Your assignment — Output exactly the lines that come between the start of the material and the line containing "ctx.font = font", both ends included, with the pictures omitted.

==== Records for this exercise ====

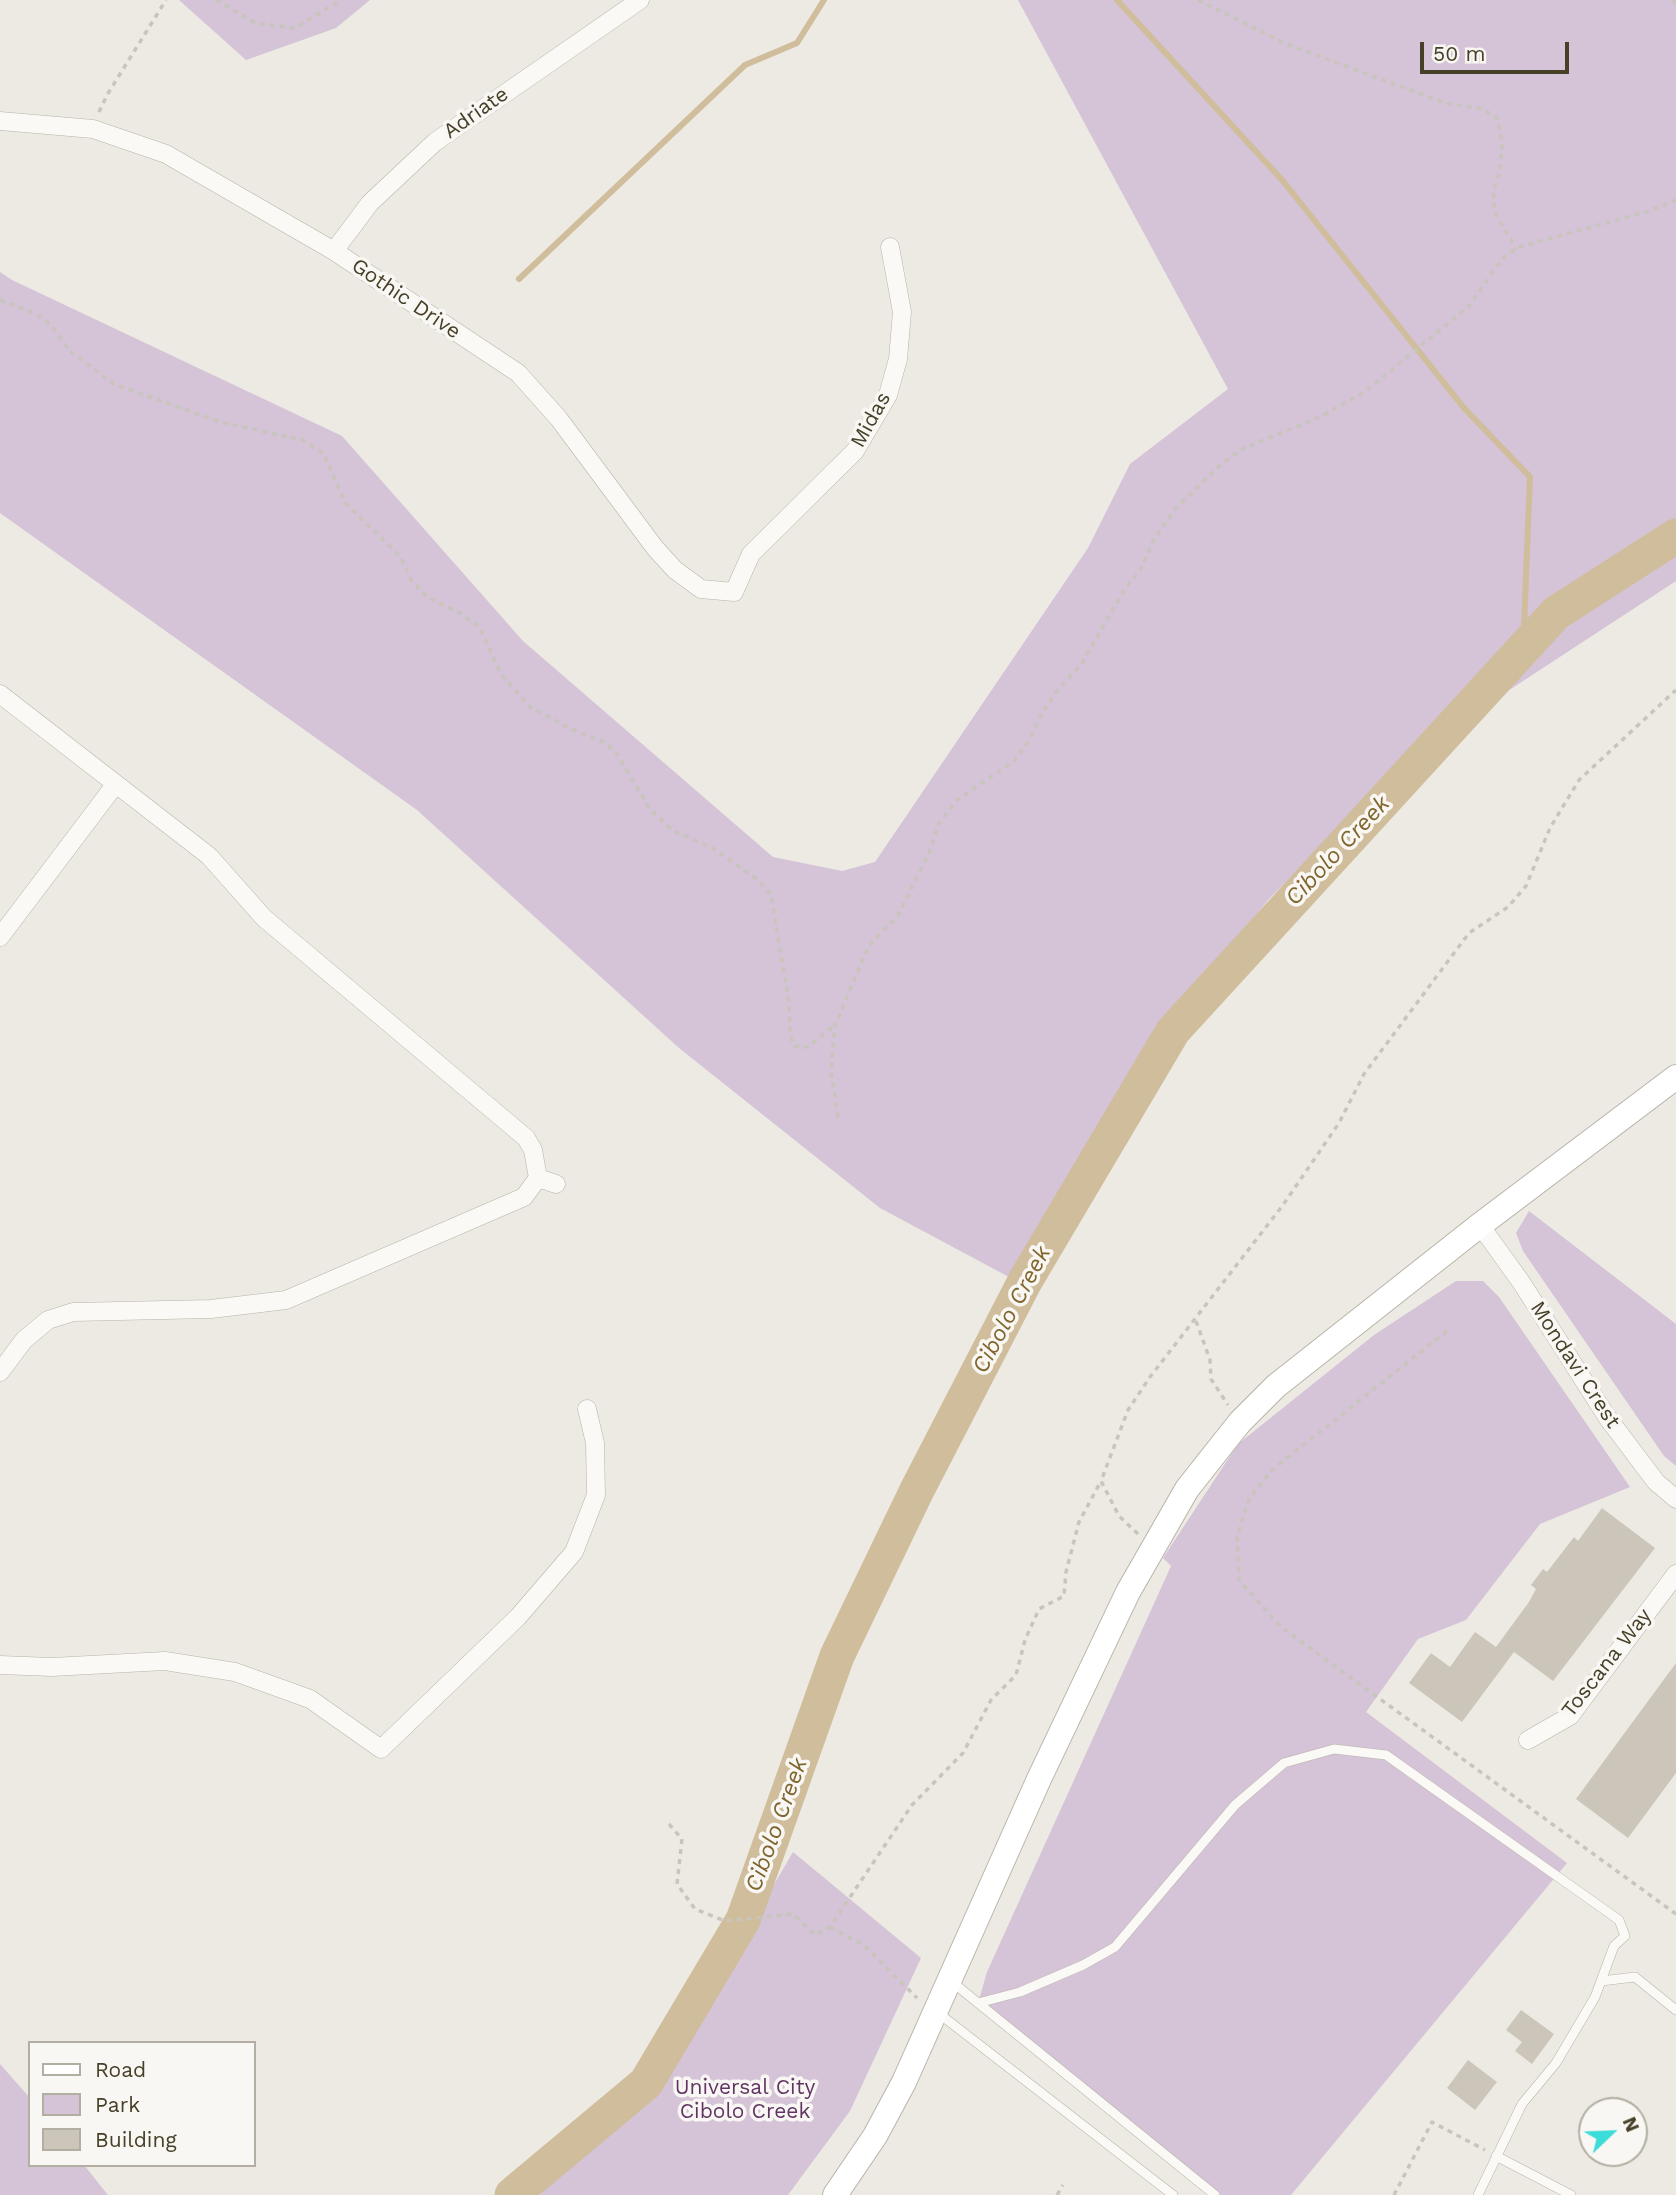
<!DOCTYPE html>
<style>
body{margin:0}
#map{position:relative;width:1676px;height:2195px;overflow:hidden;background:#eceae3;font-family:"Work Sans",sans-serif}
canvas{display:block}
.legend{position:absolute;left:28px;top:2041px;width:228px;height:126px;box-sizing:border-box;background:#f9f7f3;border:2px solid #b2aea2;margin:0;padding:9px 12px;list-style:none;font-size:21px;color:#474028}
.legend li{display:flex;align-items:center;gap:14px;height:35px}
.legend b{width:35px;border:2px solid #b2aea2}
.north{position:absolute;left:1578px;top:2097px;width:70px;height:70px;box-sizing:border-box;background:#f9f7f3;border:2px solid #b2aea2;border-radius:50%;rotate:67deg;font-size:19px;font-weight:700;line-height:28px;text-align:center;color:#474028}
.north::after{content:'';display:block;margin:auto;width:24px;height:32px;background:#3cddd9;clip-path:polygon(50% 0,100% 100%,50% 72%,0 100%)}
.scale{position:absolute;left:1420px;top:42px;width:149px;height:32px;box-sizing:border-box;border:4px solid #474028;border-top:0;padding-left:9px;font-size:21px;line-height:24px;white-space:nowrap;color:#474028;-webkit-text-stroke:5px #f9f7f3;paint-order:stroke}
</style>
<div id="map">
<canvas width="1676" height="2195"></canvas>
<ul class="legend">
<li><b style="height:9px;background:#fff"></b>Road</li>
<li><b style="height:19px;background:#d5c3d7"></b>Park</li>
<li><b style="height:19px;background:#cbc6b9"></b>Building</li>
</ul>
<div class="north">N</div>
<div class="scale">50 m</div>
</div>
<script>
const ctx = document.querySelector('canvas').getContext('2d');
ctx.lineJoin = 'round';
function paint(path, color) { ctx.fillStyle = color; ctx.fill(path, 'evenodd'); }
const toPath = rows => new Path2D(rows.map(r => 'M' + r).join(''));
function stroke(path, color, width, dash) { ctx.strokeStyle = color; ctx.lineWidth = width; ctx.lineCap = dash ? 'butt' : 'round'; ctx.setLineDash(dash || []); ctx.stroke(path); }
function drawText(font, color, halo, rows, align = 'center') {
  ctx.font = font + ' "Work Sans",sans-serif'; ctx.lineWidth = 7; ctx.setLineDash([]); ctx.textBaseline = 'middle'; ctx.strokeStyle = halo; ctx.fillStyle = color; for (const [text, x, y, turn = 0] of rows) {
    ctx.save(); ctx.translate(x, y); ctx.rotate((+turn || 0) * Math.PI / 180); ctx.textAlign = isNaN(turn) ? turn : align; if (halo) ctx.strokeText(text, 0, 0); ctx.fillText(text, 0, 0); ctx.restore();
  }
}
paint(toPath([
 [179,0,370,0,336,28,246,60],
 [1018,0,1676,0,1676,581,1419,749,1268,900,1152,1046,1050,1215,1022,1284,880,1208,679,1048,417,810,0,513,0,272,12,280,342,436,523,641,773,857,842,871,875,862,1088,548,1130,464,1228,389],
 [1529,1211,1676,1324,1676,1466,1664,1456,1523,1251,1516,1233],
 [1456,1281,1483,1281,1499,1297,1630,1487,1540,1524,1466,1620,1418,1639,1366,1712,1567,1863,1291,2195,1215,2195,978,2003,987,1972,1171,1566,1163,1558,1238,1444,1374,1335],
 [793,1852,921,1958,850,2111,788,2195,540,2195,698,2015],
 [0,2064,30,2098,30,2165,84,2165,108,2195,0,2195]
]), '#d5c3d7');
stroke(toPath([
 [1117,0,1283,181,1464,408,1530,477,1523,651],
 [519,279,745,65,797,43,824,0]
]), '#d0bd9b', 6);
stroke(toPath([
 [512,2195,646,2083,743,1920,837,1656,917,1490,1025,1281,1173,1031,1556,613,1676,536]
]), '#d0bd9b', 35);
paint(toPath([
 [1602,1508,1655,1548,1553,1681,1514,1652,1462,1722,1409,1683,1431,1653,1450,1667,1475,1632,1496,1647,1529,1602,1536,1589,1531,1585,1543,1569,1547,1572,1574,1537,1578,1541],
 [1676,1663,1676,1773,1628,1838,1576,1799],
 [1521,2010,1554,2034,1532,2064,1515,2051,1522,2042,1506,2030],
 [1468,2060,1497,2082,1475,2110,1447,2088]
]), '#cbc6b9');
const lane = toPath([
 [951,1981,1215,2195],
 [1601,1981,1635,1977,1676,2010],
 [978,2003,1020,1992,1083,1965,1115,1947,1235,1805,1284,1763,1334,1749,1386,1755,1619,1920,1625,1936,1614,1946,1595,1997,1556,2063,1522,2104,1478,2195],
 [937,2012,1173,2195],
 [1496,2156,1571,2195]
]);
const street = toPath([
 [0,121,93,129,166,154,334,251,518,373,559,419,655,548,675,570,701,589,734,592,751,554,855,451,888,395,898,359,902,312,890,247],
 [334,251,370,203,435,142,640,0],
 [0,694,209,856,264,918,526,1138,533,1150,538,1178,524,1197,286,1300,211,1309,73,1312,48,1320,24,1340,0,1372],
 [0,937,115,785],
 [538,1178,556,1184],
 [1480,1225,1521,1282,1607,1417,1656,1482,1676,1499],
 [0,1665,52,1667,165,1661,235,1672,310,1699,381,1749,518,1617,574,1552,596,1495,595,1443,587,1409],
 [1528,1740,1570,1716,1676,1574]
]);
const secondary = toPath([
 [835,2195,875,2136,904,2082,1039,1779,1128,1592,1187,1489,1240,1422,1276,1386,1480,1225,1676,1077]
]);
stroke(lane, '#b7b4a7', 10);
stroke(street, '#b7b4a7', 19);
stroke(secondary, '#b7b4a7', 26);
stroke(toPath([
 [216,0,255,23,295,28,341,0],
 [1198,0,1284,43,1445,103,1483,109,1498,119,1502,145,1500,171,1493,191,1495,213,1516,249],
 [1673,0,1676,4],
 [99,112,107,95,166,0],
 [0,300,34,313,50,324,70,351,114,384,220,422,302,440,323,453,346,504,400,556,411,580,427,597,460,613,480,628,501,674,530,707,571,729,602,741,616,752,650,809,672,830,714,849,755,878,771,894,789,1002,790,1036,794,1046,808,1047,835,1025],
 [838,1117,831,1070,835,1025,869,945,897,917,929,853,939,823,957,800,1014,761,1028,742,1042,713,1059,688,1081,665,1126,587,1140,571,1154,539,1177,507,1218,467,1242,449,1320,417,1366,391,1468,307,1504,257,1519,247,1649,211,1676,200],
 [1196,1321,1210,1360,1211,1379,1228,1405],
 [1447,1331,1272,1470,1249,1499,1237,1536,1239,1580,1281,1627,1676,1914],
 [1138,1534,1119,1516,1101,1481,1128,1410,1150,1377,1283,1205,1339,1123,1364,1074,1469,933,1508,907,1526,886,1550,828,1579,780,1676,690],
 [669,1824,682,1839,677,1884,695,1909,725,1921,793,1914,815,1935,830,1927,912,1805,963,1753,991,1700,1016,1675,1025,1640,1039,1609,1064,1596,1066,1572,1079,1522,1101,1481],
 [830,1927,865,1946,917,1998],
 [1057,2195,1063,2185],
 [1394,2195,1432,2122,1485,2150]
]), '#c8c5bc', 3.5, [5, 5]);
stroke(lane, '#faf9f6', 9);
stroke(street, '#faf9f6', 18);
stroke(secondary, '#fff', 24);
drawText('21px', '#474028', '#f9f7f3', [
 ["Adriate",476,113,-35],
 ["Gothic Drive",406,299,34],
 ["Midas",871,420,-61],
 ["Mondavi Crest",1575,1365,57],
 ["Toscana Way",1607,1663,-52]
]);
drawText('21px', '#613464', '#f9f7f3', [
 ["Universal City",745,2088],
 ["Cibolo Creek",745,2112]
]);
drawText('italic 23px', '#80662e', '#f9f7f3', [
 ["Cibolo Creek",1338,851,-47],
 ["Cibolo Creek",1012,1310,-62],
 ["Cibolo Creek",777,1825,-70]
]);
</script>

====

Written reply —
<!DOCTYPE html>
<style>
body{margin:0}
#map{position:relative;width:1676px;height:2195px;overflow:hidden;background:#eceae3;font-family:"Work Sans",sans-serif}
canvas{display:block}
.legend{position:absolute;left:28px;top:2041px;width:228px;height:126px;box-sizing:border-box;background:#f9f7f3;border:2px solid #b2aea2;margin:0;padding:9px 12px;list-style:none;font-size:21px;color:#474028}
.legend li{display:flex;align-items:center;gap:14px;height:35px}
.legend b{width:35px;border:2px solid #b2aea2}
.north{position:absolute;left:1578px;top:2097px;width:70px;height:70px;box-sizing:border-box;background:#f9f7f3;border:2px solid #b2aea2;border-radius:50%;rotate:67deg;font-size:19px;font-weight:700;line-height:28px;text-align:center;color:#474028}
.north::after{content:'';display:block;margin:auto;width:24px;height:32px;background:#3cddd9;clip-path:polygon(50% 0,100% 100%,50% 72%,0 100%)}
.scale{position:absolute;left:1420px;top:42px;width:149px;height:32px;box-sizing:border-box;border:4px solid #474028;border-top:0;padding-left:9px;font-size:21px;line-height:24px;white-space:nowrap;color:#474028;-webkit-text-stroke:5px #f9f7f3;paint-order:stroke}
</style>
<div id="map">
<canvas width="1676" height="2195"></canvas>
<ul class="legend">
<li><b style="height:9px;background:#fff"></b>Road</li>
<li><b style="height:19px;background:#d5c3d7"></b>Park</li>
<li><b style="height:19px;background:#cbc6b9"></b>Building</li>
</ul>
<div class="north">N</div>
<div class="scale">50 m</div>
</div>
<script>
const ctx = document.querySelector('canvas').getContext('2d');
ctx.lineJoin = 'round';
function paint(path, color) { ctx.fillStyle = color; ctx.fill(path, 'evenodd'); }
const toPath = rows => new Path2D(rows.map(r => 'M' + r).join(''));
function stroke(path, color, width, dash) { ctx.strokeStyle = color; ctx.lineWidth = width; ctx.lineCap = dash ? 'butt' : 'round'; ctx.setLineDash(dash || []); ctx.stroke(path); }
function drawText(font, color, halo, rows, align = 'center') {
  ctx.font = font + ' "Work Sans",sans-serif'; ctx.lineWidth = 7; ctx.setLineDash([]); ctx.textBaseline = 'middle'; ctx.strokeStyle = halo; ctx.fillStyle = color; for (const [text, x, y, turn = 0] of rows) {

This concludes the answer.